Mission-focused|

30 Sep 2020
$ cd ~
Good Night! Formosa! by Fire EX.

Last night, one of the people in my US Overwatch squad asked when I will move back to China while we were queuing for a game. I refuted, saying “well, I am from Taiwan”. Two other people in the group backed me up immediately and said “sorry he’s pro the Chinese government” jokingly.

I know he just didn’t know, but it hurts as much. This isn’t the first instance and it won’t be the last. Once again, I will not be able to stop thinking about this for a while.

As I contemplate escaping the US, I look towards my homeland that is constantly and currently being terrorized by the Chinese government every day. I found myself wondering where the line is as we continued with the games last night. How can I make sure that at the very least, people I consider as friends know that this is an issue near and dear to my heart and make the effort to understand it? But at the same time, how can I also avoid being the person who is “making everything political” and ruining the fun?

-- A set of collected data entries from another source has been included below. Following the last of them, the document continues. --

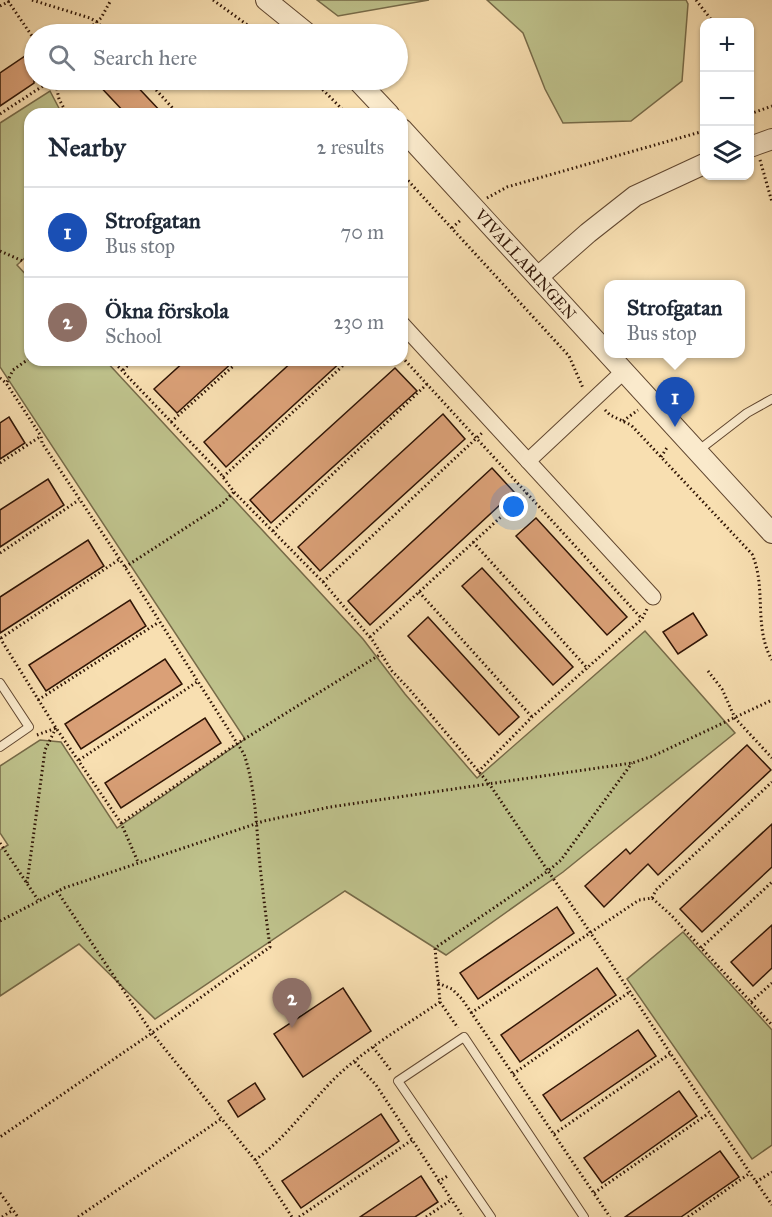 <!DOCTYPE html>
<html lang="en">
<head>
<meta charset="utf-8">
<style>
  body { margin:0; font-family:"IM FELL Great Primer",serif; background:#f2f2f3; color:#1f2937 }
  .controls { position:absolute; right:18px; top:18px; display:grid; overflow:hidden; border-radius:12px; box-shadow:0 2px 4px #0004 }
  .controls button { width:54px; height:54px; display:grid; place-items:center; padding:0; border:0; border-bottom:2px solid #e0e1e3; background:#fff; color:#1f2937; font:30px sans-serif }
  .you { position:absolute; left:514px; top:507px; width:21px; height:21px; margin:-15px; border:4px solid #fff; border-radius:50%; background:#1a73e8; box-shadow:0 0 0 9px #1a73e833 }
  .badge { display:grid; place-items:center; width:39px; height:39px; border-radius:50%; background:#7c3aed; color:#fff; font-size:20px; font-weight:700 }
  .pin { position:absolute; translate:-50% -50px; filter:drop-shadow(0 2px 3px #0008) }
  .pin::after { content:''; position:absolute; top:32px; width:21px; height:18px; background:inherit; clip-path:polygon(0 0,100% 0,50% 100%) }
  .popup { position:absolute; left:604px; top:280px; width:141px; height:78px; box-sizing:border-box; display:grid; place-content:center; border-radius:12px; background:#fff; filter:drop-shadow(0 2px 4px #0005); font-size:20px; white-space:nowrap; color:#747a83 }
  .popup b { font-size:22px; color:#1f2937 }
  .popup::after { content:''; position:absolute; left:50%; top:100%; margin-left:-12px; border:12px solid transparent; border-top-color:#fff }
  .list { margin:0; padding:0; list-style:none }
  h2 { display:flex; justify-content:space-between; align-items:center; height:78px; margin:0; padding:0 24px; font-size:26px }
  h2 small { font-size:20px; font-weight:400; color:#747a83 }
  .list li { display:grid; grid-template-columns:39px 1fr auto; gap:18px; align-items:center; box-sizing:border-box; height:90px; padding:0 24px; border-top:2px solid #e0e1e3 }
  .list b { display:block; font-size:22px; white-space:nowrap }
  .list p { margin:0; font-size:20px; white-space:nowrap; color:#747a83 }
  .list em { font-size:20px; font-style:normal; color:#747a83 }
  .icon { flex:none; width:33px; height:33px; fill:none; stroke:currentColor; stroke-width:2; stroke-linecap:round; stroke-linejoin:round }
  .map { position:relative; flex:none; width:772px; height:1217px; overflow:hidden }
  .search { position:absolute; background:#fff; box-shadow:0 2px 4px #0004; left:24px; top:24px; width:384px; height:66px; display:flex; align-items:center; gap:15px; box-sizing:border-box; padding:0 21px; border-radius:33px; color:#747a83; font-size:22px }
  .panel { position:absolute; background:#fff; box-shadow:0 2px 4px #0004; left:24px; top:108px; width:384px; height:258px; border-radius:18px }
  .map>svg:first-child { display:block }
  .green { fill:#bec18b; stroke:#766a48; stroke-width:1.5 }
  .building { fill:#daa077; stroke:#2f1405; stroke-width:1.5 }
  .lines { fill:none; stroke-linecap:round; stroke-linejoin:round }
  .service-casing { stroke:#614730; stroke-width:10 }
  .minor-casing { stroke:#614730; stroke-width:17 }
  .tertiary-casing { stroke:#614730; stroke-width:22 }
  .path { stroke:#2f1405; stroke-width:3; stroke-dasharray:1.5 3; stroke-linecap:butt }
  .service { stroke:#faeacc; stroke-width:8 }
  .minor { stroke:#faeacc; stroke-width:15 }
  .tertiary { stroke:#faeacc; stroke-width:20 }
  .labels { text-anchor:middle; stroke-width:4.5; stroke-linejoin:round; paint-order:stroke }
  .street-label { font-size:16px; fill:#2f1405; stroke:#faeacc }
</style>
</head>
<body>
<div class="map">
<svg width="772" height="1217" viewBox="0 0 772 1217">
  <rect width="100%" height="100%" fill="#f8dfb1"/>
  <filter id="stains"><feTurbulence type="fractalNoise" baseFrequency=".00333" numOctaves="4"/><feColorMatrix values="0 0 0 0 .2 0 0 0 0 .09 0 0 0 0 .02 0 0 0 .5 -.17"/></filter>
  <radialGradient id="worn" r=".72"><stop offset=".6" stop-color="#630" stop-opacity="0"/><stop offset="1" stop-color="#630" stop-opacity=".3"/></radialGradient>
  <!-- green -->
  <g class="green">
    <path d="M317,0H429L338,16Z"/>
    <path d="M487,0H686L688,4L682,81L631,121L563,123L545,89L523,33Z"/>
    <path d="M50,91L62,114H30V253L17,265L30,279V360H105L363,639L405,694L477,778L645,631L735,733L563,872L446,955L345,891L155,1019L79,944L0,996V850L8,845L0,833V766L40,740L61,742L117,828L245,739L0,367V123Z"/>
    <path d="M683,932L772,1030V1145L752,1159L627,979Z"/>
  </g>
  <!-- building -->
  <g class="building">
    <path d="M34,50V83L0,106V73Z"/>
    <path d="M94,80H131L163,114H126Z"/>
    <path d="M186,360H235L177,413L154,389Z"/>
    <path d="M294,360H343L226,467L204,442Z"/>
    <path d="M395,368L417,391L271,523L250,500Z"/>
    <path d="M443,414L465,439L320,571L298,547Z"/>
    <path d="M9,417L25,443L0,459V423Z"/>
    <path d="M492,468L514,492L370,625L348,601Z"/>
    <path d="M48,479L64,505L0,547V510Z"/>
    <path d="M536,518L627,617L607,635L516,536Z"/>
    <path d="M88,540L104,566L0,633V597Z"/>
    <path d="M482,568L573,667L553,685L462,586Z"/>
    <path d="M130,600L146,626L46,691L29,665Z"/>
    <path d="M693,613L707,635L678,654L663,632Z"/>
    <path d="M428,617L519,717L499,735L408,636Z"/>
    <path d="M165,659L182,684L81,749L65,724Z"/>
    <path d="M205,718L221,743L121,808L105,783Z"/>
    <path d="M747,745L771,770L658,875L648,864L604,907L585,886L626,849L630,854Z"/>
    <path d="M772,824V867L702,932L680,909Z"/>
    <path d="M557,907L574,933L478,999L460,973Z"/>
    <path d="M772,925V968L753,986L731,962Z"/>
    <path d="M597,968L616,995L520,1062L501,1035Z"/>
    <path d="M343,988L371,1031L303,1077L274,1034Z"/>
    <path d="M638,1030L656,1056L561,1121L543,1095Z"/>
    <path d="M255,1083L265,1099L238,1117L228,1101Z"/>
    <path d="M679,1091L697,1116L602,1183L584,1158Z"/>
    <path d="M381,1114L399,1141L301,1208L282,1181Z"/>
    <path d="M720,1151L739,1177L681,1217H625Z"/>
    <path d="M421,1176L438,1202L415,1217H360Z"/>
  </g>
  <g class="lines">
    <defs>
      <g id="service">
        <path d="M699,450L747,413L772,399"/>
        <path d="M0,683L29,727L0,747"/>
        <path d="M491,1217L398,1081L464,1037L584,1217"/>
      </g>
      <g id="minor">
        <path d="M402,324L653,597"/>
        <path d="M528,461L624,371"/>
      </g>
      <g id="tertiary">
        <path d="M266,0L308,34"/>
        <path d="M357,80L389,114"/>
        <path d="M402,129L772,533"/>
        <path d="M750,147L772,139"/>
        <path d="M538,277L588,233L635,196L704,164"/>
      </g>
    </defs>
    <!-- service casing -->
    <use href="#service" class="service-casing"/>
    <!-- minor casing -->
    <use href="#minor" class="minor-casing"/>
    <!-- tertiary casing -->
    <use href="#tertiary" class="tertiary-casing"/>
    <!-- path -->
    <g class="path">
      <path d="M32,0L90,18L97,22L108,34"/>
      <path d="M213,0L260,34"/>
      <path d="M696,0L713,22"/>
      <path d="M8,1L34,39"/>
      <path d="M0,6L12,0"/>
      <path d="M83,34L101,18L111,0"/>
      <path d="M55,80L59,99L67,114"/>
      <path d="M147,80L178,114"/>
      <path d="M313,80L347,114"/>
      <path d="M0,114L52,80"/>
      <path d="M750,114L772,106"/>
      <path d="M760,160L772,202"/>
      <path d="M402,174L569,356L583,388"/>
      <path d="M487,198L507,187L704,131"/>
      <path d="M452,228L462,219"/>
      <path d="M0,251L25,262L30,268"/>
      <path d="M402,357L642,619"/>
      <path d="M112,360L220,473L234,492L323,582L373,641L392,671L410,690L490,785L548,871L561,860L632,763"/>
      <path d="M123,370L133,360"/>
      <path d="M0,378L6,383L41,436L42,443L125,567L244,754C255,787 256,820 259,855C262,886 266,917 270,947L152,1033L0,1137"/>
      <path d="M7,382L13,370L30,358"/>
      <path d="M605,410L610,415L631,425L752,554C767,588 753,627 772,660"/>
      <path d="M623,421L638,410"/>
      <path d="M171,422L240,360"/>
      <path d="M661,457L668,446"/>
      <path d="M0,463L41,436"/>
      <path d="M223,477L349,360"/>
      <path d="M273,531L427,384"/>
      <path d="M473,542L588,669"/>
      <path d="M0,553L79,500"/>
      <path d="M125,567L221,505L234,492"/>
      <path d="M323,582L483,432"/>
      <path d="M419,592L532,717"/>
      <path d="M370,637L527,493"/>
      <path d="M0,638L56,728L121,823L138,862"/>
      <path d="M1,638L120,559"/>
      <path d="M708,671L722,689L735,718L772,758"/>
      <path d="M38,700L159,622"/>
      <path d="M37,735L56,728"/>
      <path d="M79,760L197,682"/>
      <path d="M478,772L532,717L642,619L647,609"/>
      <path d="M121,823L238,743L381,654"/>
      <path d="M0,843L38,900"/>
      <path d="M27,883L45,750L56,728"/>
      <path d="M57,891L152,1033L255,1160L292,1217"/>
      <path d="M652,898L656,890L772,782"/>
      <path d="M0,921L64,888L264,821L330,807L632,763L653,756L772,700"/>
      <path d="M701,948L772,882"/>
      <path d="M438,983L452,989L462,999L610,1217"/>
      <path d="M440,1002L458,1028"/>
      <path d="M751,1002L772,983"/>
      <path d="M471,1013L639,900L652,898L671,915L772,1025"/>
      <path d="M373,1047L392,1072"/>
      <path d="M355,1062L376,1085L463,1217"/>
      <path d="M513,1074L631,991"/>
      <path d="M554,1134L671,1053"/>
      <path d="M255,1160C286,1138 306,1108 332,1081C363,1050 403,1027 440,1002L435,948L548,871C625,981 696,1095 772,1205"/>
      <path d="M438,1182L449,1175"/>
      <path d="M756,1182L772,1172"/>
      <path d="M0,1193L18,1217"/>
      <path d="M594,1193L709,1113"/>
      <path d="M2,1217L13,1210"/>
      <path d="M78,1217L221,1119"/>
      <path d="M299,1217L412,1140"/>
      <path d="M426,1217L451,1200"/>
      <path d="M688,1217L750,1173"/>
    </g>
    <!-- service -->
    <use href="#service" class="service"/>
    <!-- minor -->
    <use href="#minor" class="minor"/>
    <!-- tertiary -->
    <use href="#tertiary" class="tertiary"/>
  </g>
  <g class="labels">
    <!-- street labels -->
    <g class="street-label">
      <text transform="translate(526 264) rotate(48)" y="6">VIVALLARINGEN</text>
    </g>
  </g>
  <rect width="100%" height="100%" filter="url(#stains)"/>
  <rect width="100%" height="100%" fill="url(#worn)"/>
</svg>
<div class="controls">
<button>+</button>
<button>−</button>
<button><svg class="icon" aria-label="layers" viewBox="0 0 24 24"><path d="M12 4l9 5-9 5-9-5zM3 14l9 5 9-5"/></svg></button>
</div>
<div class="you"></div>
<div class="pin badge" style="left:675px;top:427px;background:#1a4fb4">1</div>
<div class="popup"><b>Strofgatan</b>Bus stop</div>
<div class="pin badge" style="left:292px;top:1028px;background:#8d6e63">2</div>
<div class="search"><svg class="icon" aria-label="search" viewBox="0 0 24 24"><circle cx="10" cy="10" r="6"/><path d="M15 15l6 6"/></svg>Search here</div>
<section class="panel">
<h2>Nearby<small>2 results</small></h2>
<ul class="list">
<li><span class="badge" style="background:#1a4fb4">1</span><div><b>Strofgatan</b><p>Bus stop</p></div><em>70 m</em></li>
<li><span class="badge" style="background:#8d6e63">2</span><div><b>Ökna förskola</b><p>School</p></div><em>230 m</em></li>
</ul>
</section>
</div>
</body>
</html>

I can’t pretend this issue doesn’t exist while the Chinese government is threatening invasion. I can’t act as if it’s not everywhere when I was just on the FedEx website and had to choose “Taiwan, China” from the dropdown. I can’t ignore this problem while organizations like the WHO excludes us and costed us lives during SARS, and would have costed more during COVID-19 if our government didn’t fight like hell.

I can’t check politics at the door when I enter this game, this meeting, or this company. It is part of my life because everything around me contantly reminds me of it and works against me because of it. I don’t want it to be, but it is. I don’t have a choice but to fight against oppression every minute of my life because the alternative is pain and suffering. Action/Reaction. They come in forms small as paper cuts, and big as the very real possibility of losing human/civil rights.

And what do I do as a woman in tech? what do I do as a person of color in the US? what do I do as an immigrant? what do I do as I see others close to me struggling with similar issues?

I don’t know how they don’t, can’t, won’t see us, or see how “mission-focused” plainly suggests to ignore your bleeding wound for 8 hours a day while new wounds appear and old wounds deteriorate.